Ken On TV and Movie Series
The concept of a series or “franchise” has been a hot topic this summer, as it’s been full of sequels. We had people talk of “spoon fed cinema” and the occassional one-liner complaint about movies like Final Destination 3.
The latest echo of a movie franchise is Sorority Row which can be summed up neatly as “I Know What You Did Last Summer” but set 12 years later and at a sorority. While not a true sequel, it’s appearance, along with Halloween 2 and Final Destination 3 got me thinking.
The better movie and tv series are ones that have story arcs – that is, the next installment always has something that follows from the previous one.

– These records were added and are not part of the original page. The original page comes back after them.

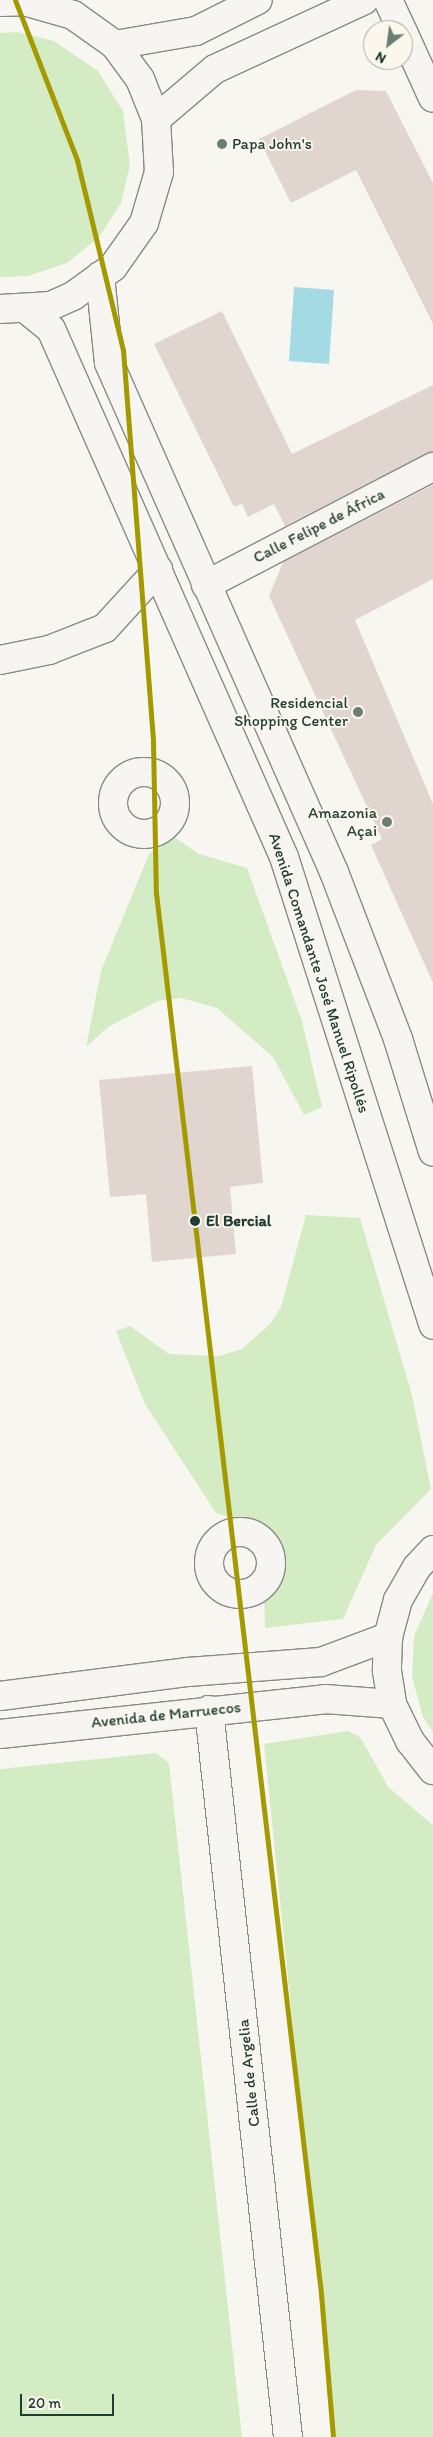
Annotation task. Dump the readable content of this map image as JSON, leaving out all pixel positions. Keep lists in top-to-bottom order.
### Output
{
  "streets": {
    "street": [
      "Calle Felipe de África",
      "Avenida Comandante José Manuel Ripollés",
      "Avenida de Marruecos",
      "Calle de Argelia"
    ]
  },
  "crossings": [
    ["Avenida de Marruecos", "Calle de Argelia"]
  ],
  "places": [
    "Papa John's",
    "Residencial Shopping Center",
    "Amazonia Açai",
    "El Bercial"
  ],
  "scale_bar": "20 m",
  "north": "bottom left"
}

FD3 and Sorority Row violate this spirit by being a simply recycling of the premise of its predecessors. Even the earlier The Fast and Furious sequel falls into this category.
Episodic television (including much of the good stuff like Star Trek) starts to falter. Two-and-a-Half Men, for example, has entered a comedic rut where the overall story isn’t going anywhere, so each episode has started to feel like a carbon copy of the ones before it.
How I Met Your Mother is premised on being one long story arc (the ridiculous length of this story arc notwithstanding). So even as they go through their zany adventures amid the occassionally flatter stories, you do know there will be a pay-off in the end. And it’s a better story for it. Even Greek, which fell off its original premise (dork meets greeks while his sister schemes to climb the top) has at least found a new one to replace it (dork’s sister struggles to find love while her ex-lovers learn to live in peace).
In other words, it’s not enough to spoon-feed us eye candy in special effects or good-looking actors. For a series to really work, it needs to have medium-term and long-term ideas for its direction. You don’t need these ideas in the original entry of the series, but you have to have them when you write your sequel(s).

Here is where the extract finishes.